**Task description:** Every line from the one containing "Extract the structured" to the last line of the listing below should be given again exactly.

** Material shown follows **

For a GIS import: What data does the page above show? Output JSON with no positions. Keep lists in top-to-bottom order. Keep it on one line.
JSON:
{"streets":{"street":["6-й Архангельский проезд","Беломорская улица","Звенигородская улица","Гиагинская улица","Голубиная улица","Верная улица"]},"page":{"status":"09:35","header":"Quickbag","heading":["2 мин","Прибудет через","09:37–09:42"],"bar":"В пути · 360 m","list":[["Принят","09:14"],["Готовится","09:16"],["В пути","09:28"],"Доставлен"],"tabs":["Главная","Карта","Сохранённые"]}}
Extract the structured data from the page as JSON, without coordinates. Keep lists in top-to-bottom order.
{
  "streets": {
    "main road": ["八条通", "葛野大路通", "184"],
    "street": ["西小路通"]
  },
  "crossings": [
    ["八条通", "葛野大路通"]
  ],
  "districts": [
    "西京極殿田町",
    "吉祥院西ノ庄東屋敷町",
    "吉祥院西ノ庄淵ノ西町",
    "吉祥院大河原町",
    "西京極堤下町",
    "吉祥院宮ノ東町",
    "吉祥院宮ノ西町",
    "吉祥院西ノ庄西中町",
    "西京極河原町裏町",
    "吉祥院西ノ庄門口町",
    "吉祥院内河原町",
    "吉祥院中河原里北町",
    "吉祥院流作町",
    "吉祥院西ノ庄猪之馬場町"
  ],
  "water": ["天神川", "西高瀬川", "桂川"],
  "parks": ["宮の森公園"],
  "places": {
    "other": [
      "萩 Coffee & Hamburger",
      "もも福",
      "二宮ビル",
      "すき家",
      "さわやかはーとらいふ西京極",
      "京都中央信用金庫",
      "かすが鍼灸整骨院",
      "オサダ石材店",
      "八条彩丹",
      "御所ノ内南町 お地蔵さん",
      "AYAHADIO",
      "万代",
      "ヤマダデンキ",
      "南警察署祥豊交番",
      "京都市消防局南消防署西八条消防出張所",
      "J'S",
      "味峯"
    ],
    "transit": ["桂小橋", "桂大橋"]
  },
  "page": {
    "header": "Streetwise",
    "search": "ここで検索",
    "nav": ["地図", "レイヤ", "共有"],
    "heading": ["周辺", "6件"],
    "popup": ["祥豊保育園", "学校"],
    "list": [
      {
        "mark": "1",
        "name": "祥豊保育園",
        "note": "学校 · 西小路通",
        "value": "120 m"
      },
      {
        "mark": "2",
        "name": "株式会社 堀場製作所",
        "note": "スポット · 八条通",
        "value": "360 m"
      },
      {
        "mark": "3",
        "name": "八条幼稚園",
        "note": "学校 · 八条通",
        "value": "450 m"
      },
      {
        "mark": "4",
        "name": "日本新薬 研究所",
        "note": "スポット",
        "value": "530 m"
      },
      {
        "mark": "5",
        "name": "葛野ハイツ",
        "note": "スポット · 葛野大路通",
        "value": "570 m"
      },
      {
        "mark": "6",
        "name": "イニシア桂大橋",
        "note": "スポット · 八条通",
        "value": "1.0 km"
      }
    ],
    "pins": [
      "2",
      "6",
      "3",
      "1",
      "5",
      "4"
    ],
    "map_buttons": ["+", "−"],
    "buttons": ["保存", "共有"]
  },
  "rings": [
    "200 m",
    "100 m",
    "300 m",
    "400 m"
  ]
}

** End of Material shown **

**Result of the task:**
Extract the structured data from the page as JSON, without coordinates. Keep lists in top-to-bottom order.
{
  "streets": {
    "main road": ["八条通", "葛野大路通", "184"],
    "street": ["西小路通"]
  },
  "crossings": [
    ["八条通", "葛野大路通"]
  ],
  "districts": [
    "西京極殿田町",
    "吉祥院西ノ庄東屋敷町",
    "吉祥院西ノ庄淵ノ西町",
    "吉祥院大河原町",
    "西京極堤下町",
    "吉祥院宮ノ東町",
    "吉祥院宮ノ西町",
    "吉祥院西ノ庄西中町",
    "西京極河原町裏町",
    "吉祥院西ノ庄門口町",
    "吉祥院内河原町",
    "吉祥院中河原里北町",
    "吉祥院流作町",
    "吉祥院西ノ庄猪之馬場町"
  ],
  "water": ["天神川", "西高瀬川", "桂川"],
  "parks": ["宮の森公園"],
  "places": {
    "other": [
      "萩 Coffee & Hamburger",
      "もも福",
      "二宮ビル",
      "すき家",
      "さわやかはーとらいふ西京極",
      "京都中央信用金庫",
      "かすが鍼灸整骨院",
      "オサダ石材店",
      "八条彩丹",
      "御所ノ内南町 お地蔵さん",
      "AYAHADIO",
      "万代",
      "ヤマダデンキ",
      "南警察署祥豊交番",
      "京都市消防局南消防署西八条消防出張所",
      "J'S",
      "味峯"
    ],
    "transit": ["桂小橋", "桂大橋"]
  },
  "page": {
    "header": "Streetwise",
    "search": "ここで検索",
    "nav": ["地図", "レイヤ", "共有"],
    "heading": ["周辺", "6件"],
    "popup": ["祥豊保育園", "学校"],
    "list": [
      {
        "mark": "1",
        "name": "祥豊保育園",
        "note": "学校 · 西小路通",
        "value": "120 m"
      },
      {
        "mark": "2",
        "name": "株式会社 堀場製作所",
        "note": "スポット · 八条通",
        "value": "360 m"
      },
      {
        "mark": "3",
        "name": "八条幼稚園",
        "note": "学校 · 八条通",
        "value": "450 m"
      },
      {
        "mark": "4",
        "name": "日本新薬 研究所",
        "note": "スポット",
        "value": "530 m"
      },
      {
        "mark": "5",
        "name": "葛野ハイツ",
        "note": "スポット · 葛野大路通",
        "value": "570 m"
      },
      {
        "mark": "6",
        "name": "イニシア桂大橋",
        "note": "スポット · 八条通",
        "value": "1.0 km"
      }
    ],
    "pins": [
      "2",
      "6",
      "3",
      "1",
      "5",
      "4"
    ],
    "map_buttons": ["+", "−"],
    "buttons": ["保存", "共有"]
  },
  "rings": [
    "200 m",
    "100 m",
    "300 m",
    "400 m"
  ]
}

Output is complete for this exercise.